This is one in a series of posts on the Nikon Z7. You should be able to find all the posts about that camera in the Category List on the right sidebar, below the Articles widget. There’s a drop-down menu there that you can use to get to all the posts in this series; just look for “Nikon Z6/7”.
The Nikon Z7 has excellent autofocus accuracy by the standards of MILCs, and off-the-charts AF accuracy by DSLR benchmarks. But there are times when you want to manually focus, either to eke out that last measure of sharpness, or to be able to precisely place the plane of focus across the image, or when you are worried that what the AF system wants to make sharp may not be what you want sharp.
When manually focusing the Z7, what’s the best plan? For the purpose of this post, I’m going to assume that speed is not the object here, but rather precision is the goal.
First off, with the Z7, as with most any MILC, you are miles ahead of what is practical with a DSLR, unless you turn it into a kind of MILC by invoking live view. Second, peaking is your friend. Yes, I am a big fan of peaking, even though it usually gets no respect because most people use it in a way that I think is — for most things — wrong. Most folks seem to use either peaking or magnification, and complain that their images aren’t sharp using peaking. I recommend using both together, and I’m going to tell you how I do that in this post.

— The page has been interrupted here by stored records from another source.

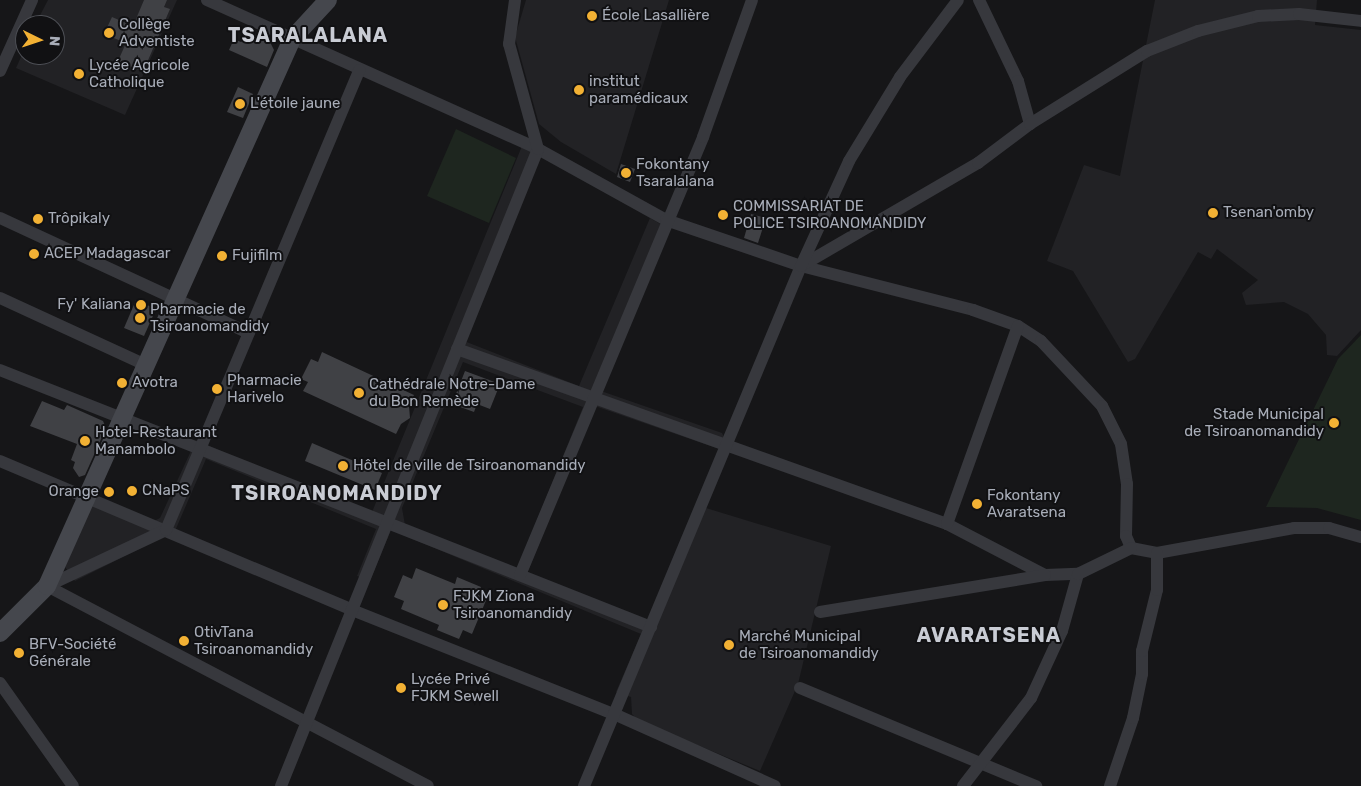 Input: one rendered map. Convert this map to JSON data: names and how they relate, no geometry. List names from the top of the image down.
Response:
{
  "districts": ["TSARALALANA", "TSIROANOMANDIDY", "AVARATSENA"],
  "places": [
    "École Lasallière",
    "Collège Adventiste",
    "Lycée Agricole Catholique",
    "institut paramédicaux",
    "L'étoile jaune",
    "Fokontany Tsaralalana",
    "Tsenan'omby",
    "COMMISSARIAT DE POLICE TSIROANOMANDIDY",
    "Trôpikaly",
    "ACEP Madagascar",
    "Fujifilm",
    "Fy' Kaliana",
    "Pharmacie de Tsiroanomandidy",
    "Avotra",
    "Pharmacie Harivelo",
    "Cathédrale Notre-Dame du Bon Remède",
    "Stade Municipal de Tsiroanomandidy",
    "Hotel-Restaurant Manambolo",
    "Hôtel de ville de Tsiroanomandidy",
    "CNaPS",
    "Orange",
    "Fokontany Avaratsena",
    "FJKM Ziona Tsiroanomandidy",
    "OtivTana Tsiroanomandidy",
    "Marché Municipal de Tsiroanomandidy",
    "BFV-Société Générale",
    "Lycée Privé FJKM Sewell"
  ],
  "north": "right"
}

For starters, I think you ought to put the peaking level adjustment in one of the Z7 quick menus, since you’re going to be messing with it a lot.
I like red for the color, but that’s a purely personal choice.
There is one exception to my advocacy of combining peaking and magnification. Peaking alone can be useful if you have a subject with some depth, and you want to see what’s in each of the possible focus planes.
Making small adjustments to the focus ring in this scene causes the part of the image with the most red to roll from right to left as the focal plane is moved away from the camera, and it’s easy with this technique to put the plane where you want it.
But most of the time you want to focus on some object, and that’s when combining peaking and magnification is the hot ticket.
Before I demonstrate that, there are a few things you ought to know about how peaking works.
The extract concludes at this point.